Why is now the best time to go global? The focus is on enterprises and individuals going overseas to recreate a 'China' abroad. This is the best time window for shaping a globally competitive corporate group and personal asset globalization layout.
In recent years, the deepening of structural reforms in the Chinese economy, weak domestic demand, and intense market competition have prompted enterprises and individuals to turn their attention to the global market. This bears many similarities to the "national wave of going overseas" following the burst of Japan's economic bubble in the 1990s. Analyzing Japan's successful experience and its implications for China is significant for enterprises and individuals to seize the opportunity to go global.
- Background and Achievements of Japan Going Global
Economic Background:
Weak domestic demand: After the bubble burst, domestic consumption in Japan significantly declined, with employee salary growth dropping from 5.5% in 1992 to 1.8%, followed by continuous negative growth.
Investment-driven transformation: Japan alleviated domestic demand shortages by expanding overseas investment, boosting export growth, and forming a model of "recreating Japan overseas."
Data Achievements:
Overseas net assets: By the end of 2022, Japan's overseas net assets reached 418 trillion yen, accounting for 76.7% of the domestic total.
Export proportion: The proportion of export value to GDP increased from 8% in 1995 to 20% in 2021, supporting long-term economic growth.
Foreign Direct Investment (FDI): In 1990, FDI accounted for 6.5% of GDP, increasing to 40% by 2021, with the proportion of investments in China and ASEAN rising year by year.
- Strategies and Logic of Japan Going Global
Investment Strategies:
Expanding brand influence: For example, through automotive brands like Toyota and Honda establishing a presence in emerging markets to capture market share.
Reshaping the global division of labor: Forming a "big goose system" centered around Japan, keeping technological innovation domestically while outsourcing manufacturing to China, ASEAN, and other regions.
Acquiring low-cost labor: Southeast Asia has become an important destination for the transfer of Japanese manufacturing.
Export-driven:
Industrial structure adjustment: In the past, exports were mainly focused on machinery and transportation equipment (accounting for 70%), while the proportion of consumer goods and medical products has been steadily increasing, rising from 6.4% in 1995 to 17% in 2023.
Market opportunities: From the late 20th century to the early 21st century, Japan seized the massive import demand brought about by China's consumption upgrade, with exports to China increasing ninefold from 1995 to 2010.
- Current Path for China Going Global
Economic Background:
Structural reform pressure: Domestic economic growth is slowing, market competition is intensifying, and the contribution of domestic demand to economic growth is declining.
Policy support: The "Belt and Road" initiative has expanded China's economic influence in Asia, Africa, and Latin America, while encouraging enterprises to globalize.
Enterprises Going Global:
Manufacturing going global: For example, companies like BYD are establishing factories in Brazil and Thailand to directly serve local markets and reduce export dependence.
Brand occupation: Shein has rapidly entered emerging markets to capture consumer mindshare, establishing an advantage in cross-border e-commerce.
Technological innovation feedback: Companies like Huawei utilize profits from overseas markets to reinvest in technological research and development to enhance competitiveness.
Individuals Going Global:
Job demand: In 2023, overseas job demand increased by 92% year-on-year. There is particularly strong demand for technical and management talent in the new energy, logistics, and research and development sectors.
Popular regions: Indonesia, Vietnam, and Hong Kong are the top destinations for job seekers, with significant growth in the African and Middle Eastern markets.
Data Achievements:
Growth in Asia, Africa, and Latin America: Chinese investment in infrastructure construction in Africa has increased by nearly 20%, driving local economic development.
Cross-border e-commerce: In 2023, China's cross-border e-commerce transaction volume reached 2.1 trillion yuan, a year-on-year increase of 9.8%.

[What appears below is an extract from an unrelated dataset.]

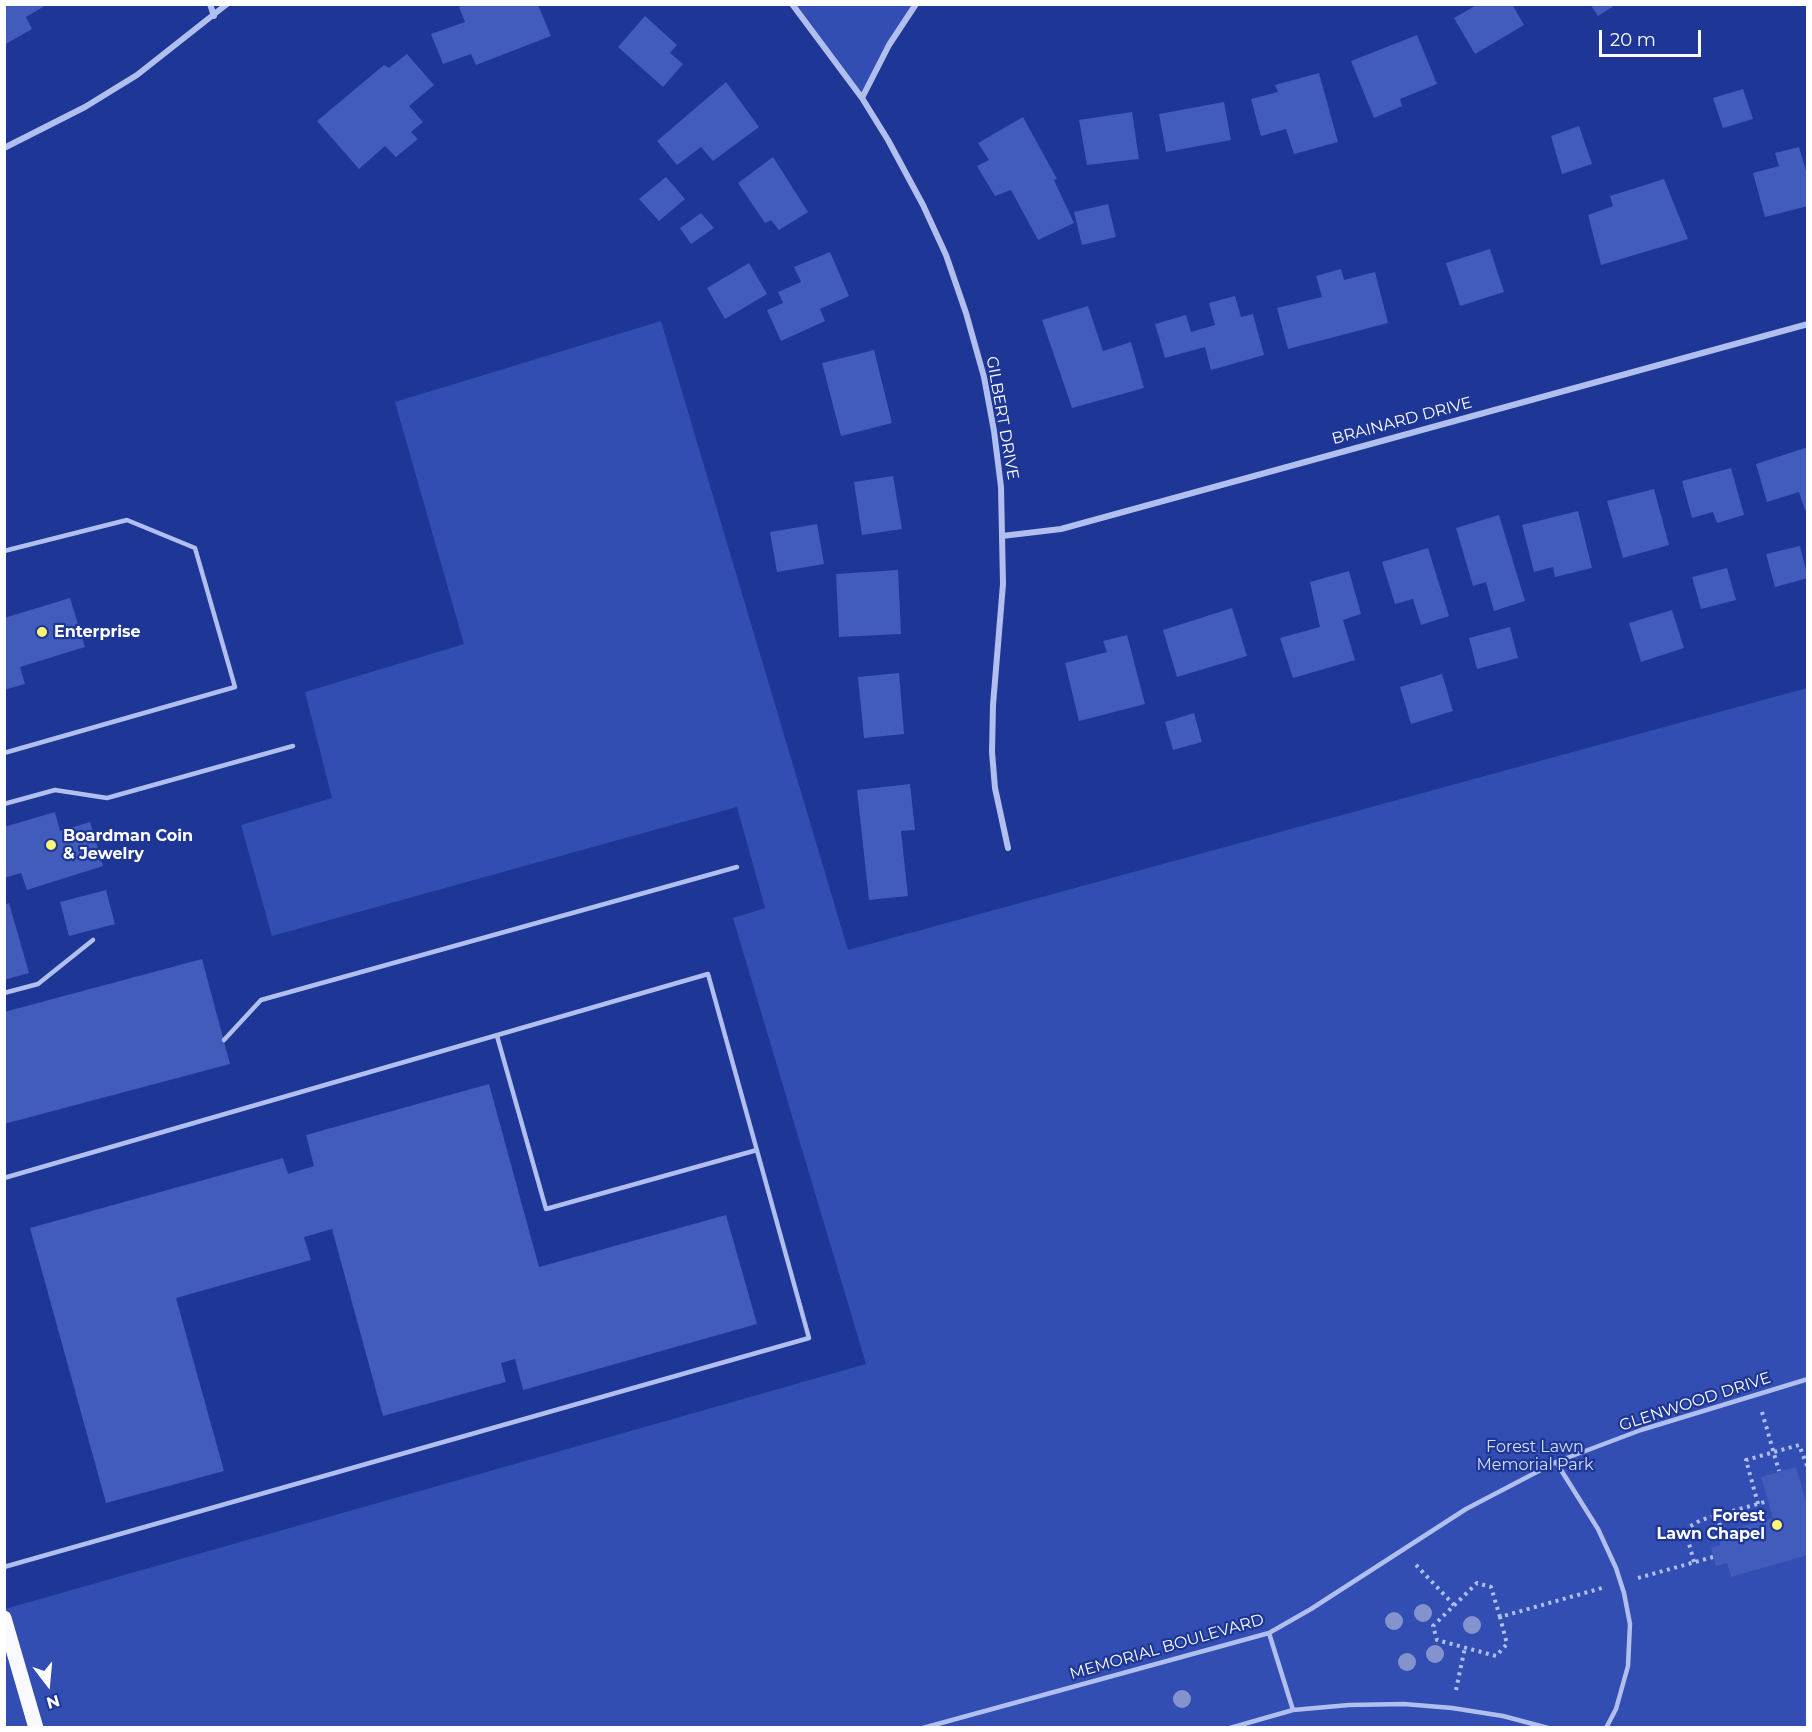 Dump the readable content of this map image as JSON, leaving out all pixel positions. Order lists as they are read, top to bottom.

New energy vehicles: Exports of Chinese new energy vehicles increased by 54.6% year-on-year, with the European market accounting for over 30%.
Insights
Dual-driven model: Enterprises need to balance low-cost production with high-value innovation, using profits to reinvest in research and development to enhance global competitiveness.

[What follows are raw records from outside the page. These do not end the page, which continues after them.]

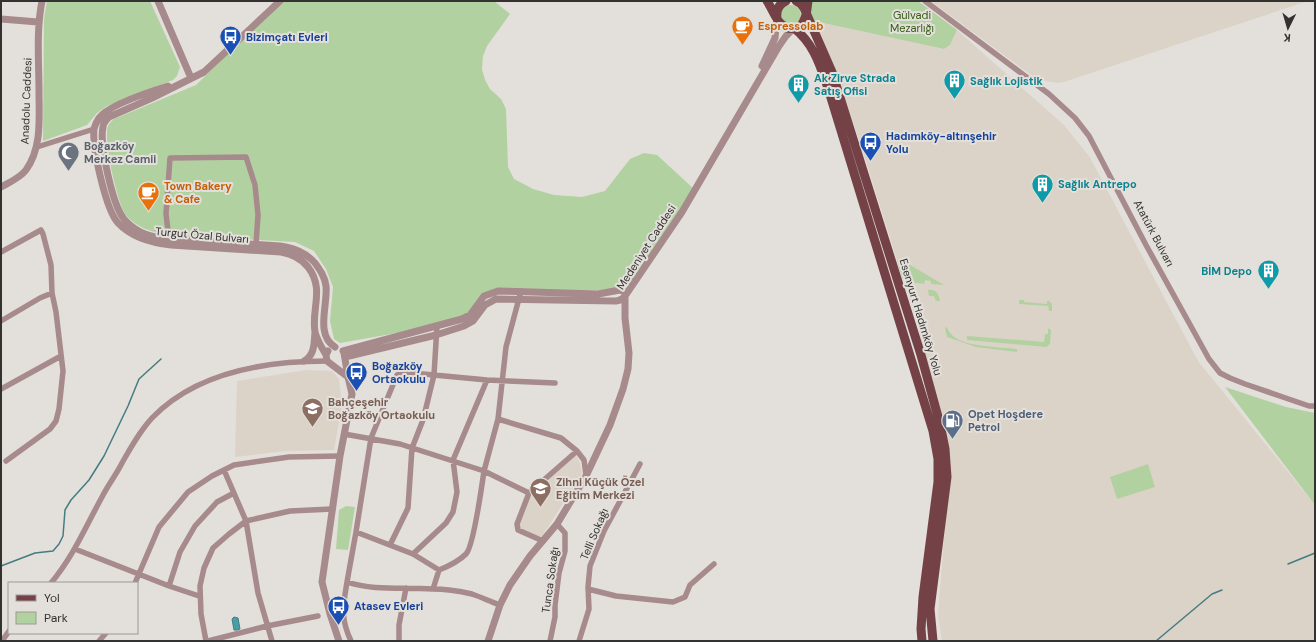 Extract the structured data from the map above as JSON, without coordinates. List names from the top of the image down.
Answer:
{
  "streets": {
    "main road": ["Esenyurt Hadımköy Yolu"],
    "street": [
      "Anadolu Caddesi",
      "Atatürk Bulvarı",
      "Turgut Özal Bulvarı",
      "Medeniyet Caddesi",
      "Telli Sokağı",
      "Tunca Sokağı"
    ]
  },
  "crossings": [
    ["Medeniyet Caddesi", "Tunca Sokağı"]
  ],
  "parks": ["Gülvadi Mezarlığı"],
  "places": {
    "cafe": ["Espressolab", "Town Bakery & Cafe"],
    "bus stop": [
      "Bizimçatı Evleri",
      "Hadımköy-altınşehir Yolu",
      "Boğazköy Ortaokulu",
      "Atasev Evleri"
    ],
    "building": [
      "Sağlık Lojistik",
      "Ak Zirve Strada Satış Ofisi",
      "Sağlık Antrepo",
      "BİM Depo"
    ],
    "mosque": ["Boğazköy Merkez Camii"],
    "school or university": ["Bahçeşehir Boğazköy Ortaokulu", "Zihni Küçük Özel Eğitim Merkezi"],
    "fuel station": ["Opet Hoşdere Petrol"]
  },
  "legend": ["Yol", "Park"],
  "north": "bottom"
} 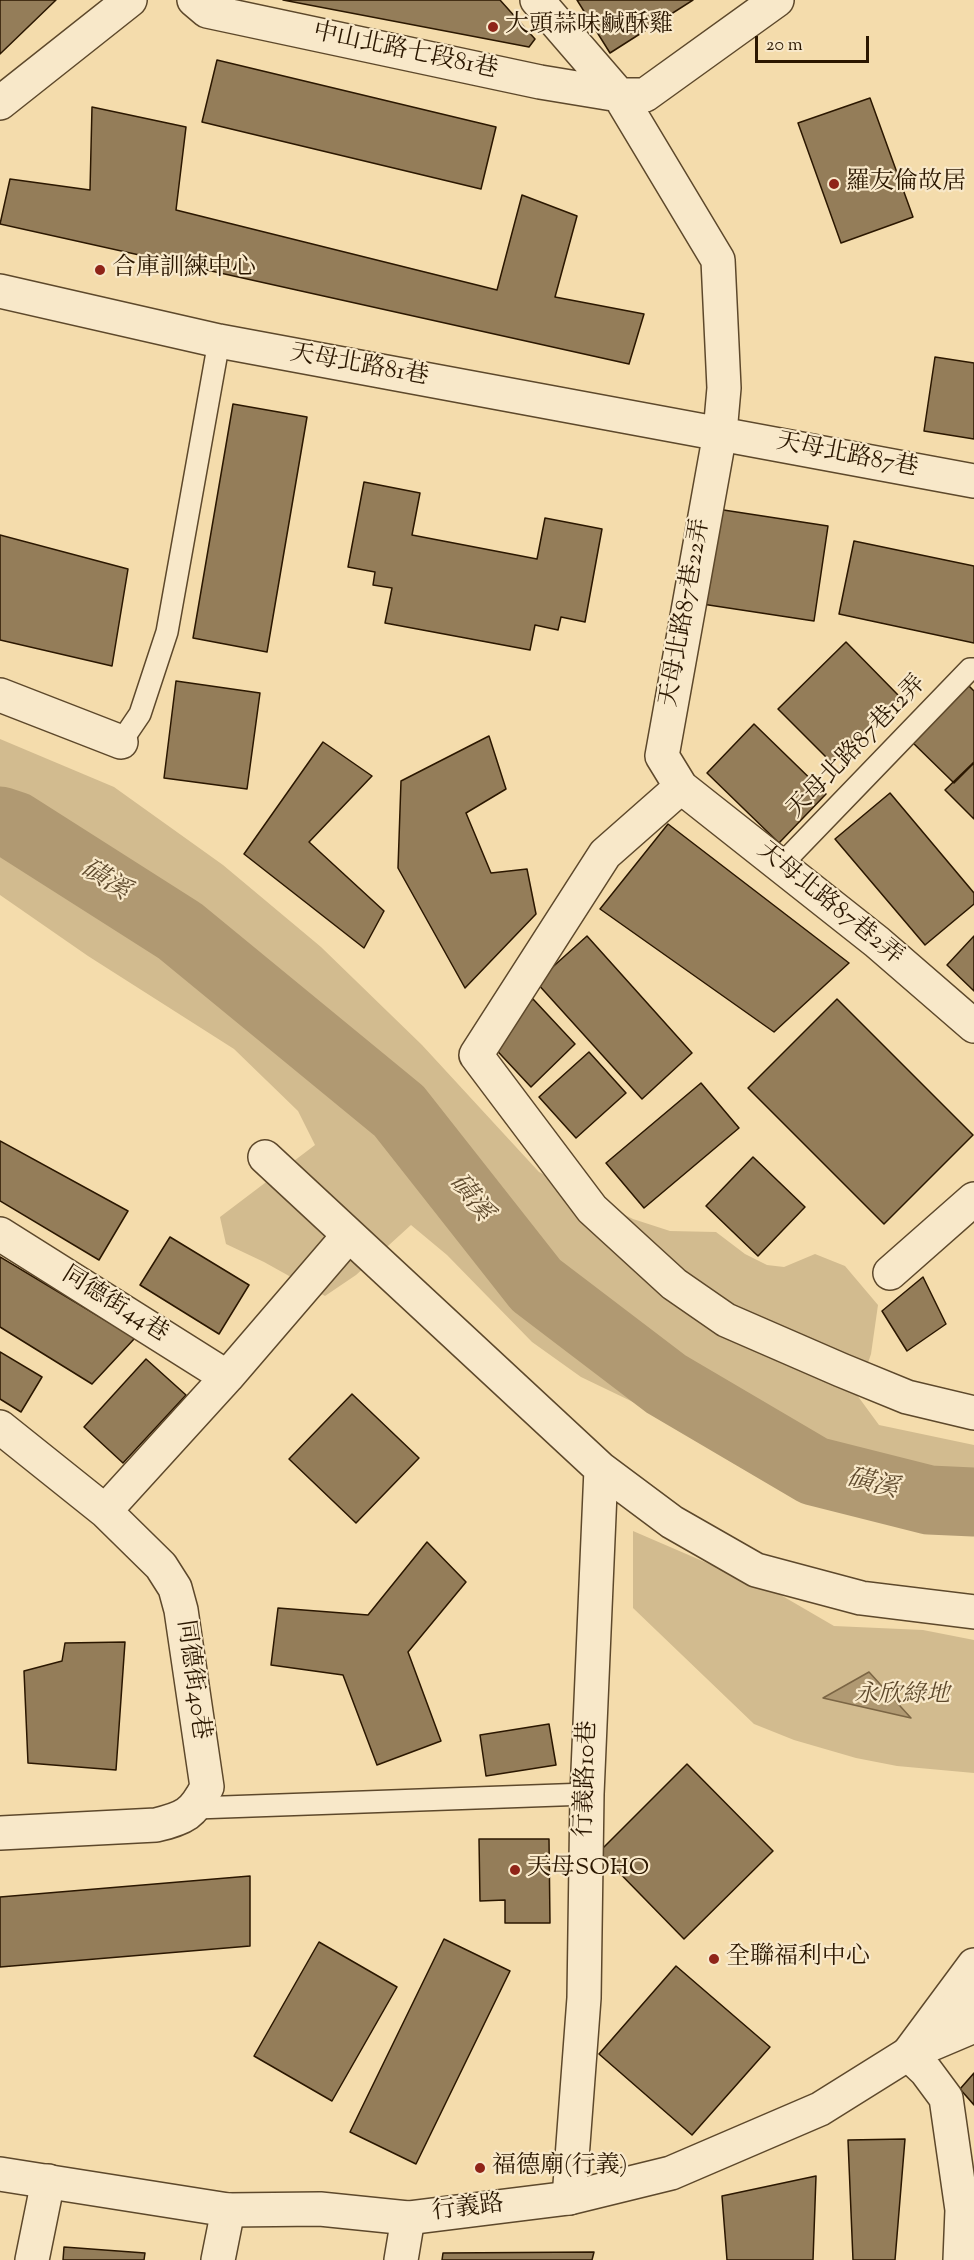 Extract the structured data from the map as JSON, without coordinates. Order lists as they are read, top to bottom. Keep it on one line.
{"streets":{"street":["中山北路七段81巷","天母北路81巷","天母北路87巷","天母北路87巷22弄","天母北路87巷2弄","同德街44巷","同德街40巷","行義路10巷","行義路"],"lane":["天母北路87巷12弄"]},"crossings":[["天母北路81巷","天母北路87巷"],["天母北路81巷","天母北路87巷22弄"],["天母北路87巷","天母北路87巷22弄"],["天母北路87巷22弄","天母北路87巷2弄"],["天母北路87巷12弄","天母北路87巷2弄"],["行義路10巷","行義路"]],"water":["磺溪"],"parks":["永欣綠地"],"places":["大頭蒜味鹹酥雞","羅友倫故居","合庫訓練中心","天母SOHO","全聯福利中心","福德廟(行義)"],"scale_bar":"20 m"}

Market pre-positioning: Seize the demand explosion period in emerging economies like Asia, Africa, and Latin America, occupy market gaps, and create early brand advantages.
Talent strategy: Cultivate professionals with cross-cultural capabilities to meet the organizational expansion needs of enterprises overseas.

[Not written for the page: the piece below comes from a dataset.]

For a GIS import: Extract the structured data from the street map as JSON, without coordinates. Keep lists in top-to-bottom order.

Technology output and cooperation: Further expand overseas market share through technology licensing and cooperation, avoiding reliance solely on labor-intensive industries.
Outlook and Summary
Japan's experience in going global demonstrates that economic difficulties are not insurmountable; a reasonable globalization layout can create long-term incremental benefits for the country and enterprises. Currently, China's global expansion is in the early stage of brand orientation, and with the dual push of the "Belt and Road" initiative and the new energy industry, it is expected to form a stronger global influence in the future. At the same time, enterprises and individuals should seize this historical opportunity to jointly realize the new vision of "recreating China overseas."